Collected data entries

[Start of Attachment]

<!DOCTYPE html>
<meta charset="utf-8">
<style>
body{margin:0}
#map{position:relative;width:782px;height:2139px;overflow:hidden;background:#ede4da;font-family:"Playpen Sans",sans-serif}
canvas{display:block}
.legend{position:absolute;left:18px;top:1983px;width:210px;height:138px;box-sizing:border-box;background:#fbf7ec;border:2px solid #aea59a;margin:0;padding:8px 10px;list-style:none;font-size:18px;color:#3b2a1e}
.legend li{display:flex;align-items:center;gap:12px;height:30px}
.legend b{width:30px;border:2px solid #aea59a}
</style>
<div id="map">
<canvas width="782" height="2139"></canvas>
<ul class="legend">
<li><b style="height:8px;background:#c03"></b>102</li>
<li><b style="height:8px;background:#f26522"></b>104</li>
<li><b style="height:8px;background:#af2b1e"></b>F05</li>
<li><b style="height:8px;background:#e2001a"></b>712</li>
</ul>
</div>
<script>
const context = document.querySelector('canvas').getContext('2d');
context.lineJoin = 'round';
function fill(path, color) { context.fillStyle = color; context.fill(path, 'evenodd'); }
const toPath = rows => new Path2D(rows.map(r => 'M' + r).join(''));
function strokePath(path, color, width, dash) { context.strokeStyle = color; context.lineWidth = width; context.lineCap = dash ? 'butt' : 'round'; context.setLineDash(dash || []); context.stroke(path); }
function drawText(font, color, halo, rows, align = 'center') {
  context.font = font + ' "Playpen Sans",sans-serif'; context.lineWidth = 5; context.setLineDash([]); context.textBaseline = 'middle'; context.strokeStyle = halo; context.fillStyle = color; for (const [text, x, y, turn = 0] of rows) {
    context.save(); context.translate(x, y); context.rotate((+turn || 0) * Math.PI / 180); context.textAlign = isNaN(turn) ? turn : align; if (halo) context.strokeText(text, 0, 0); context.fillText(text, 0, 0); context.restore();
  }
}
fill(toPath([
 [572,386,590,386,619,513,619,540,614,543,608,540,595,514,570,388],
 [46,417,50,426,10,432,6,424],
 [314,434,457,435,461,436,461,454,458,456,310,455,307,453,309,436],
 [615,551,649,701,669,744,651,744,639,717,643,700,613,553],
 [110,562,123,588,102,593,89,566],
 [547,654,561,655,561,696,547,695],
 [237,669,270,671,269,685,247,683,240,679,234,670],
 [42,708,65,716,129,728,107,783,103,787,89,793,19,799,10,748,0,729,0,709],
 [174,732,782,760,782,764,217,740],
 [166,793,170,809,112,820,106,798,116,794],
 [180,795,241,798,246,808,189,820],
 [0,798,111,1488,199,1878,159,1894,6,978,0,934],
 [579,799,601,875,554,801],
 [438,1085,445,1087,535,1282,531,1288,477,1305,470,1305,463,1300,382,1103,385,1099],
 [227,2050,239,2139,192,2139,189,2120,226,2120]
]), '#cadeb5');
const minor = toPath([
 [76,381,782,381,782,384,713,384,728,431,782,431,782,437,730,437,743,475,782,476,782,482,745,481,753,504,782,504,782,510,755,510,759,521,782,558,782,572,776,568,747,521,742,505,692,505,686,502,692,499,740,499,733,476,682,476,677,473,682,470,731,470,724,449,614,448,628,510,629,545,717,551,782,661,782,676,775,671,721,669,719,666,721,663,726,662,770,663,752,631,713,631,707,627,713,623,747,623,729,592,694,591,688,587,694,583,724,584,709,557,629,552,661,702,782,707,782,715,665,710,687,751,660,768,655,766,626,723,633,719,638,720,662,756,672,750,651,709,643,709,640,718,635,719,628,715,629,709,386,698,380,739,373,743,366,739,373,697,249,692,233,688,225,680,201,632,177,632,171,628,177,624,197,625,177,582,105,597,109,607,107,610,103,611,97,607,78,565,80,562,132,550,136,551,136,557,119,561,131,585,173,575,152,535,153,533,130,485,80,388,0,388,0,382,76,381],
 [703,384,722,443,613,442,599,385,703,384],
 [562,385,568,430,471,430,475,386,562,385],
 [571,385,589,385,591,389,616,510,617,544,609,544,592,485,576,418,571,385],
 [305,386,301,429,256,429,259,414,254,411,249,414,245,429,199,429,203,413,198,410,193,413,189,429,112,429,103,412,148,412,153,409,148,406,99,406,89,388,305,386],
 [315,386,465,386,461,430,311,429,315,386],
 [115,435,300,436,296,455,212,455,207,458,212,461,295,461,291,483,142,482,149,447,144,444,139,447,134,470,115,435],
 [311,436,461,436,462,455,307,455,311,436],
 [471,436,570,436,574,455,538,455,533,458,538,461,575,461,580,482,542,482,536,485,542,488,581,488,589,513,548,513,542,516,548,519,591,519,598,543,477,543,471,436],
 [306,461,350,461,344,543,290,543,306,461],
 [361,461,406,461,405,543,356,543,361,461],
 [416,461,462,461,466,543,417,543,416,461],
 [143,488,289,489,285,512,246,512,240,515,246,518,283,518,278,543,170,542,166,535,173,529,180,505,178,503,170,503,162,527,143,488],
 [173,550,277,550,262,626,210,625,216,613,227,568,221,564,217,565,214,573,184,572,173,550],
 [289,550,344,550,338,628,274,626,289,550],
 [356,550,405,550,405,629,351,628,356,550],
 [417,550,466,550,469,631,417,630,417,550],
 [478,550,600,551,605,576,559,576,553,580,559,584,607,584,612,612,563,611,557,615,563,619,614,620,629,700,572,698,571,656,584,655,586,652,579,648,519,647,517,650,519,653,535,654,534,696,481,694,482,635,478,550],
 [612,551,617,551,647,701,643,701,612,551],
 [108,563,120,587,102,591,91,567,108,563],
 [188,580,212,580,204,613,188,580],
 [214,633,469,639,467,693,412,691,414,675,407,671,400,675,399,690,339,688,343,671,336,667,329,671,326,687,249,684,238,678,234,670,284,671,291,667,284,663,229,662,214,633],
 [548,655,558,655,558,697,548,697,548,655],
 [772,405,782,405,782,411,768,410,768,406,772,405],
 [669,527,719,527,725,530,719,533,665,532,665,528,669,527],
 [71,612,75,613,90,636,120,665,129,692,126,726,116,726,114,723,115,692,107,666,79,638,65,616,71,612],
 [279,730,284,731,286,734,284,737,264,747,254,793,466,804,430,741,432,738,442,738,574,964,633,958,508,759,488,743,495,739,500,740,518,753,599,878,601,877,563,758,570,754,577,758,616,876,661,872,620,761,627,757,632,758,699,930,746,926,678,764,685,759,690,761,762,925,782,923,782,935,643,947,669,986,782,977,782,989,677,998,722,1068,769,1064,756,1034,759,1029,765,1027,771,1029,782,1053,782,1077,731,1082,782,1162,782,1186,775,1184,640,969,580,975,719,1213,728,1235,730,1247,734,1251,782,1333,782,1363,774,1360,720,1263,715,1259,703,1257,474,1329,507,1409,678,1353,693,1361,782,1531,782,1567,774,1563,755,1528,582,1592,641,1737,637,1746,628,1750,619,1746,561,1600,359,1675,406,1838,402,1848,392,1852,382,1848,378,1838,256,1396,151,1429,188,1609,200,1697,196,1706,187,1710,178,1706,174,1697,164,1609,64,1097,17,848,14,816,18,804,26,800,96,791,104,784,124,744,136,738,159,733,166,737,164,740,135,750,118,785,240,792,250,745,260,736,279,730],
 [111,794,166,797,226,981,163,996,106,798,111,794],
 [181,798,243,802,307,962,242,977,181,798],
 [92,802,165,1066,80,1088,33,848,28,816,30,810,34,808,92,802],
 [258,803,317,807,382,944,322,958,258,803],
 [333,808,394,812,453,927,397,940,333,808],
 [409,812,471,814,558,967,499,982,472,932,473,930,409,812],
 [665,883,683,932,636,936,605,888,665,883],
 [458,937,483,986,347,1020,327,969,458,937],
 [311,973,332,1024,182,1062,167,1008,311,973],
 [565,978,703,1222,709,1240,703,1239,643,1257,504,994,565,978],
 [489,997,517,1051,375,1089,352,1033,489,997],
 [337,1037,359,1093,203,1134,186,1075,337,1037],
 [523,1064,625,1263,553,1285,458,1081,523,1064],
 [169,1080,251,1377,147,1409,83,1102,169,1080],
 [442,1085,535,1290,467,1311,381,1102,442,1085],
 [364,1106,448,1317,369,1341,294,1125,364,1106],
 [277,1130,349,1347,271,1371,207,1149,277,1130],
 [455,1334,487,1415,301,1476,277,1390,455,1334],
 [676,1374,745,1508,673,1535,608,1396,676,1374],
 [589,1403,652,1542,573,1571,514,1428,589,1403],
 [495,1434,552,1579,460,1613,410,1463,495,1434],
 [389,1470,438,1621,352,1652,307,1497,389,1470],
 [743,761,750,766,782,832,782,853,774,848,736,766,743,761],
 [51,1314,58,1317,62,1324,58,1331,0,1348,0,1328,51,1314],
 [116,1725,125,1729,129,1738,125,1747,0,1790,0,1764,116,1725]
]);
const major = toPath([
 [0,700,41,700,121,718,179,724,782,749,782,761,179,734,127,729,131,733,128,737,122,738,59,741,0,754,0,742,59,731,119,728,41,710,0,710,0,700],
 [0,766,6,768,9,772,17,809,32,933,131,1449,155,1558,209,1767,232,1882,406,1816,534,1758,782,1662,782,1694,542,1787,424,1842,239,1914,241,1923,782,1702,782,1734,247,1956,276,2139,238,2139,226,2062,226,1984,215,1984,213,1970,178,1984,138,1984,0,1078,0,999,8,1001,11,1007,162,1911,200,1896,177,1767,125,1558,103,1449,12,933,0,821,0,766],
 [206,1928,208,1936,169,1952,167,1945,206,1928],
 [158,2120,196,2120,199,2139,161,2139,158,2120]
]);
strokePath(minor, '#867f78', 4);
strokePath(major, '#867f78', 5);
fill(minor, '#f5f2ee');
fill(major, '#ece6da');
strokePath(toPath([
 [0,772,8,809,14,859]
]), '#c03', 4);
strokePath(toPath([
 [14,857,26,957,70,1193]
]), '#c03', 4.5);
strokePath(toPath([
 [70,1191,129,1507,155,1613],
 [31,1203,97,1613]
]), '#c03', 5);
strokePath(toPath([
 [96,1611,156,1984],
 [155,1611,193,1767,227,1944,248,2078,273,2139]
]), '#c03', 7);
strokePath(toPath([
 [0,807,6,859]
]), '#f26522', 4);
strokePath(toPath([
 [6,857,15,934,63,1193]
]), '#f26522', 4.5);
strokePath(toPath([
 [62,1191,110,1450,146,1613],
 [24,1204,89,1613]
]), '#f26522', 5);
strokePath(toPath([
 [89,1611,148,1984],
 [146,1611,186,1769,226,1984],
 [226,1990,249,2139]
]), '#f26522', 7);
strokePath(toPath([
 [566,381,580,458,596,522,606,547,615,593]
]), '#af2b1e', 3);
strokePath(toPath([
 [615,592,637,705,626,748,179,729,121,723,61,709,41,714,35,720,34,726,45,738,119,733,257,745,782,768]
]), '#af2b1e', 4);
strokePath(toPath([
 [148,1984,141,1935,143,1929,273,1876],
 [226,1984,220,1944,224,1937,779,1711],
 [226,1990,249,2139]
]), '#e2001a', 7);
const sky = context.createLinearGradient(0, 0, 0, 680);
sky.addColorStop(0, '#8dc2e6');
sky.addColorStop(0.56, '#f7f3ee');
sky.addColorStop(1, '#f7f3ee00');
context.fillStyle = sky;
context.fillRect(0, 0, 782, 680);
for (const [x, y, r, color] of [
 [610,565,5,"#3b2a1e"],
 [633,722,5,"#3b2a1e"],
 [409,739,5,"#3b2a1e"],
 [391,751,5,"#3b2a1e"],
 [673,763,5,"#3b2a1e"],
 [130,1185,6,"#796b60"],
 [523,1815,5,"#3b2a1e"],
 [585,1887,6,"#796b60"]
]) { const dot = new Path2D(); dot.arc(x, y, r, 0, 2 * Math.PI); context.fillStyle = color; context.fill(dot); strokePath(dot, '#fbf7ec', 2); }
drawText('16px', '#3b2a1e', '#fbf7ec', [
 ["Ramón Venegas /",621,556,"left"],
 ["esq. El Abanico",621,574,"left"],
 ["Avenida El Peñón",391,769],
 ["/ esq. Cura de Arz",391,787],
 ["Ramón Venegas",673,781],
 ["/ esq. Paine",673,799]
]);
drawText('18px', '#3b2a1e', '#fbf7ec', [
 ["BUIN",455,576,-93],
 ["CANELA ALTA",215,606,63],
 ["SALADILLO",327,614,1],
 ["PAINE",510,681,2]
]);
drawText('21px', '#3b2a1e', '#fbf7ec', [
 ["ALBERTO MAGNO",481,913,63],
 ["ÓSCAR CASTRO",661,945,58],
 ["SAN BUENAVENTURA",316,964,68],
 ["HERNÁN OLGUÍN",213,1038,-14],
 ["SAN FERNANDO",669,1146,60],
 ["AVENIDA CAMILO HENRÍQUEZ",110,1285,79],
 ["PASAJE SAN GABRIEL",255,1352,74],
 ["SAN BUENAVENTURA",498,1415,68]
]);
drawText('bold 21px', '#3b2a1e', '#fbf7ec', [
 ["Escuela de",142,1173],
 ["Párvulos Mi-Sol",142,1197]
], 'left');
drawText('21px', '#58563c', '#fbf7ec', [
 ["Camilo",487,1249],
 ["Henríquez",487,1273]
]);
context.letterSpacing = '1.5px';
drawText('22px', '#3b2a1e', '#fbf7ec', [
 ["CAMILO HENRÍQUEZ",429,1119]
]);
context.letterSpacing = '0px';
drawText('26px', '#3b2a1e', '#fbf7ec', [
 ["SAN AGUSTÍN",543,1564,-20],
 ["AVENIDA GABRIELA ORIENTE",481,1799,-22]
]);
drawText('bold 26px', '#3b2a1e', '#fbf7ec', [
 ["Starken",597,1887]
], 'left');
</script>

[End of Attachment]

INSTRUCTIONS TO FOLLOW:
What lines hold the string "turn"? Pick them out of the data.

EXERCISE RESULT:
  context.font = font + ' "Playpen Sans",sans-serif'; context.lineWidth = 5; context.setLineDash([]); context.textBaseline = 'middle'; context.strokeStyle = halo; context.fillStyle = color; for (const [text, x, y, turn = 0] of rows) {
    context.save(); context.translate(x, y); context.rotate((+turn || 0) * Math.PI / 180); context.textAlign = isNaN(turn) ? turn : align; if (halo) context.strokeText(text, 0, 0); context.fillText(text, 0, 0); context.restore();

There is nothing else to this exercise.